SAGUENAY – Après douze ans d’implication à titre de président du Syndicat National des Employés(es) de l’Aluminium d’Arvida (SNEAA), Alain Gagnon, a terminé, le 23 mars dernier, son quatrième mandat à la tête du SNEAA et a quitté définitivement son employeur Rio Tinto (RT) le 30 avril suivant. Portrait du parcours de ce visionnaire engagé et authentique, qui est considéré par beaucoup de décideurs économiques et politiques comme un important allié du développement régional.

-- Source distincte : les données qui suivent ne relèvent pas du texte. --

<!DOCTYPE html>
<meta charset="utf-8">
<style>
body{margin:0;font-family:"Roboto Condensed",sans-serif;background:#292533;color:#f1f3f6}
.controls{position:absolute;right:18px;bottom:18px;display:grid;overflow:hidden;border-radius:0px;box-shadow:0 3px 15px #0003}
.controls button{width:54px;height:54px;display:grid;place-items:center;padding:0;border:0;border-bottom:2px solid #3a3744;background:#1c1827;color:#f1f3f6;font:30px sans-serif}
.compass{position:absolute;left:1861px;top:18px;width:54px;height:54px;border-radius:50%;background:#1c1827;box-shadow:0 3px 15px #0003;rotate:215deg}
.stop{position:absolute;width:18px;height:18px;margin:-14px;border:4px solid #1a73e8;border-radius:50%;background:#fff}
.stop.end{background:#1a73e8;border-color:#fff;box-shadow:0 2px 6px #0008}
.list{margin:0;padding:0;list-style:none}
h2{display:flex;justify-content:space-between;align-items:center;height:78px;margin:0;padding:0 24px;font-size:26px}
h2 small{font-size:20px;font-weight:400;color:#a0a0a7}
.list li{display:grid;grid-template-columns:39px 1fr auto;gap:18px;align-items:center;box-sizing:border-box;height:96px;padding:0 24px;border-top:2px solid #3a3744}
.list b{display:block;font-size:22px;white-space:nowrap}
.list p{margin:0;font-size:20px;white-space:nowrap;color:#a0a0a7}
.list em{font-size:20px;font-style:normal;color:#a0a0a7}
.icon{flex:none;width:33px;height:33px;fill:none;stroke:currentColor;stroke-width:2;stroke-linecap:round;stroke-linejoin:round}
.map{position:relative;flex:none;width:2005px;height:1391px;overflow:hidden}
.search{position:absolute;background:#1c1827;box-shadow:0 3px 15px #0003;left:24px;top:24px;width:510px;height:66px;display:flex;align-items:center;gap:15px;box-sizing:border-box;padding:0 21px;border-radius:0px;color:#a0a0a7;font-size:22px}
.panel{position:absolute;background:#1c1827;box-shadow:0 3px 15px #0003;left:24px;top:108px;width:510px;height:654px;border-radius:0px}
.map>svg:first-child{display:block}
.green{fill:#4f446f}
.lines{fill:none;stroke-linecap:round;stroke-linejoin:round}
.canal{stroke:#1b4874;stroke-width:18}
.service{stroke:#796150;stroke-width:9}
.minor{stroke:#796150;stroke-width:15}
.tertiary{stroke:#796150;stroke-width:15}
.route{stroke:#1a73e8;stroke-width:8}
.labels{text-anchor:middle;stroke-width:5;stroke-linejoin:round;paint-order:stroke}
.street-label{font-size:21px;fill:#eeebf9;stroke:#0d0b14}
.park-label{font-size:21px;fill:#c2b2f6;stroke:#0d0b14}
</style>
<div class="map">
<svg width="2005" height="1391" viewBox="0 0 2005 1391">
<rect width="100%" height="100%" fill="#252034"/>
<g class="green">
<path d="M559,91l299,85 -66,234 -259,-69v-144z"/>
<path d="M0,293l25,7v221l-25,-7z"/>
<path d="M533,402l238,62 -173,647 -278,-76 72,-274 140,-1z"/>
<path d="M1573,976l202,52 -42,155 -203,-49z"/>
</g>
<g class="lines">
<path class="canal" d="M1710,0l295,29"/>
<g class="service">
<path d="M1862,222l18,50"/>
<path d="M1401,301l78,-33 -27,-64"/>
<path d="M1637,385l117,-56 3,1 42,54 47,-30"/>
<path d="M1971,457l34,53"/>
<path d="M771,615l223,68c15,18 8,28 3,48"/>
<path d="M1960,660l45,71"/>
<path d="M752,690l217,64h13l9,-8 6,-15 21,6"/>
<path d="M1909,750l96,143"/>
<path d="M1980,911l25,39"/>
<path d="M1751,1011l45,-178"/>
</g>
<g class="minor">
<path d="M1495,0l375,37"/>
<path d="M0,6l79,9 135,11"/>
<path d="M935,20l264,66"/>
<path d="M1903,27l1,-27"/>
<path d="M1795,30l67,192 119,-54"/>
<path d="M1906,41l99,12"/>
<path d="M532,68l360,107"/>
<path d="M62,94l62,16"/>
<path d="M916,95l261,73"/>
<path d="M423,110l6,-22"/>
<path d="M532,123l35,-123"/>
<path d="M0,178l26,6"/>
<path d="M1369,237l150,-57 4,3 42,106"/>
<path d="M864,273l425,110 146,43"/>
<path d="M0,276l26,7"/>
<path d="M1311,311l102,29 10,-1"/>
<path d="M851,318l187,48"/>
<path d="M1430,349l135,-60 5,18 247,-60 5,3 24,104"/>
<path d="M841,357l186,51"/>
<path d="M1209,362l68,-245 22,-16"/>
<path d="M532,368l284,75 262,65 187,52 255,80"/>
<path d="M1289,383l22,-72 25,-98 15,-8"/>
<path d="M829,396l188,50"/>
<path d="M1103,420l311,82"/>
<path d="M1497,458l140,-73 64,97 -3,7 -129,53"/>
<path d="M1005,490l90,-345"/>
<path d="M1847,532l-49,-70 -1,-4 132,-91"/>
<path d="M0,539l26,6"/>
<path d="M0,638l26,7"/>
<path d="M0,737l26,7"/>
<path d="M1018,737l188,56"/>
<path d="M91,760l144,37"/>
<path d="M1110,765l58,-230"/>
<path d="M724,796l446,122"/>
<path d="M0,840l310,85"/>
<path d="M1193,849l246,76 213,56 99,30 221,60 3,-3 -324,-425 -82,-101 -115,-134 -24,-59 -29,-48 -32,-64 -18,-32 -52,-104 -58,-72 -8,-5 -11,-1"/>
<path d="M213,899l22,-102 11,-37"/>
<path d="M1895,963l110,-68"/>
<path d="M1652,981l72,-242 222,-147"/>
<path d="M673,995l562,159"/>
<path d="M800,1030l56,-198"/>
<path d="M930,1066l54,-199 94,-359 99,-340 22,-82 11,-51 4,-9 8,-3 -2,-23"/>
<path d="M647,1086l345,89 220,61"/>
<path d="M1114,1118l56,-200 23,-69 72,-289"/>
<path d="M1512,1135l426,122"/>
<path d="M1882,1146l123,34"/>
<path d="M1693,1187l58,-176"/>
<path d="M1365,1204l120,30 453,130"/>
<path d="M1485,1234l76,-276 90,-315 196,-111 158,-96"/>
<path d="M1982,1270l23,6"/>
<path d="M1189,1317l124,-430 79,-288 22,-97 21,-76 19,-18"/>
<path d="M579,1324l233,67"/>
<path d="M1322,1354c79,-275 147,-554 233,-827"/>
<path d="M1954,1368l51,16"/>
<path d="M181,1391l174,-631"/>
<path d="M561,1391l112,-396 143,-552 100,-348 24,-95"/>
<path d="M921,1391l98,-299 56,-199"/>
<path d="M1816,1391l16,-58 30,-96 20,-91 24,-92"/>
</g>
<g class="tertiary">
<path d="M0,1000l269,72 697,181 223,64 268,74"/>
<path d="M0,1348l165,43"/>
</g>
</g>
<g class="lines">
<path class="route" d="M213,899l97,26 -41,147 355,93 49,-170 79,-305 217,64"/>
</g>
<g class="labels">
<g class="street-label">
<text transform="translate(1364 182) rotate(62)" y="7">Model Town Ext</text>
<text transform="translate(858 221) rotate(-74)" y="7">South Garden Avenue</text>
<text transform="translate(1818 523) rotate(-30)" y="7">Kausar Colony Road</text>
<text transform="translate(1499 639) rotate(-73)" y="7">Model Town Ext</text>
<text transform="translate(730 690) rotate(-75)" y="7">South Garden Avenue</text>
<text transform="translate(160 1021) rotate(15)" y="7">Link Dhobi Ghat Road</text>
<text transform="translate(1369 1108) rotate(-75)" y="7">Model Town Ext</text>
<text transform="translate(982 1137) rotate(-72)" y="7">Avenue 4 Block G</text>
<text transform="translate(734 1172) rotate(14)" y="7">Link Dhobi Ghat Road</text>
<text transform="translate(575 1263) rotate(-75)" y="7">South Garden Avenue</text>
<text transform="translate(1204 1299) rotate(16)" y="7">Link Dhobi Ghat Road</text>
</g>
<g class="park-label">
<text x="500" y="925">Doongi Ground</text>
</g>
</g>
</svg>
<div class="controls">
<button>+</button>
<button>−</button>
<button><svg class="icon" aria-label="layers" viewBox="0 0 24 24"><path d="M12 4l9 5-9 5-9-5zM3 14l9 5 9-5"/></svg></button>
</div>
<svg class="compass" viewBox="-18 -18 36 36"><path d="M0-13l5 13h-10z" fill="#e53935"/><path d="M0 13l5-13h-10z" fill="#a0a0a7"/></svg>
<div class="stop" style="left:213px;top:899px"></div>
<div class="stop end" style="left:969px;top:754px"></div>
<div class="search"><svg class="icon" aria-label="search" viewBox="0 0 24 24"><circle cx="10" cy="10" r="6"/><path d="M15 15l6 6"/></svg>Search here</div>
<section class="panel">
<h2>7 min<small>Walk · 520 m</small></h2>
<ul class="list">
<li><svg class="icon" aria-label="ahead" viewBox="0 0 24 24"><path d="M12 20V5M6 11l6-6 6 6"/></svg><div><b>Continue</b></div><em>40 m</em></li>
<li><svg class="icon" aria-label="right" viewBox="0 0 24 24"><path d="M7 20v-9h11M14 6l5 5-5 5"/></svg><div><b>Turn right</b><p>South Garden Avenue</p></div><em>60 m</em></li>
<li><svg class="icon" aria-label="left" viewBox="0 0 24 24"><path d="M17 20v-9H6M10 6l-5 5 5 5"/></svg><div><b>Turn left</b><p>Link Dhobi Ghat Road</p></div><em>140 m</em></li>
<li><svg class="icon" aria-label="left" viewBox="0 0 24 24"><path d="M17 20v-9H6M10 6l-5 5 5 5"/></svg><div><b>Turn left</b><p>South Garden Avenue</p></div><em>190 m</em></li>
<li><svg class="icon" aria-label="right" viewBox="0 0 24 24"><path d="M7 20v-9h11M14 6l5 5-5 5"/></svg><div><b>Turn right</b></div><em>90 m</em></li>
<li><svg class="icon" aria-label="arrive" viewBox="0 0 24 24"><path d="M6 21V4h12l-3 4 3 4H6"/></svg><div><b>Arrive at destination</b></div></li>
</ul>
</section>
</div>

L’homme, qui a longuement préparé sa sortie, affirme avec conviction qu’il laisse une équipe de relève solide pour continuer le syndicalisme pragmatique stratégique, qu’il a contribué à mettre en place au cours de ses 18 ans de militantisme au SNEAA. Il s’agit de faire le maximum pour préserver les postes de ses syndiqués, en les convaincant d’innover et de produire avec fierté le meilleur aluminium du monde. « Je prépare la transition depuis 2014. À la limite, il y en a neuf autour de la table qui auraient pu prendre le relais. Notre approche devrait se poursuivre, parce que j’ai toujours été transparent dans ma stratégie, et ce, depuis le 3 novembre 2008, au moment où j’ai été élu pour la première fois comme président du SNEAA », lance celui qui a été remplacé à la tête du syndicat par son collègue Donat Pearson.

« C’était comme fermer l’Hydro et Gaz Métro! »

Pour beaucoup d’observateurs de l’économie régionale, particulièrement de la grappe de l’aluminium, Alain Gagnon et son équipe sont considérés comme les sauveurs de la seule raffinerie d’alumine du Canada, l’Usine Vaudreuil, dont la fermeture avait été annoncée dès janvier 2009 par Rio Tinto. « Début janvier 2009, en pleine crise économique et deux mois après mon arrivée à la présidence du syndicat, je suis convoqué par la compagnie qui m’annonce qu’on doit préparer la fermeture de l’Usine Vaudreuil et des précuites. À l’époque, tout le monde parlait de l’entente secrète passée entre le gouvernement de Jean Charest et Rio Tinto concernant une série de fermetures d’usine qui compensait pour la continuité des opérations et la promesse de la construction sur 10 ans d’une nouvelle usine de remplacement sur la technologie AP-50 ».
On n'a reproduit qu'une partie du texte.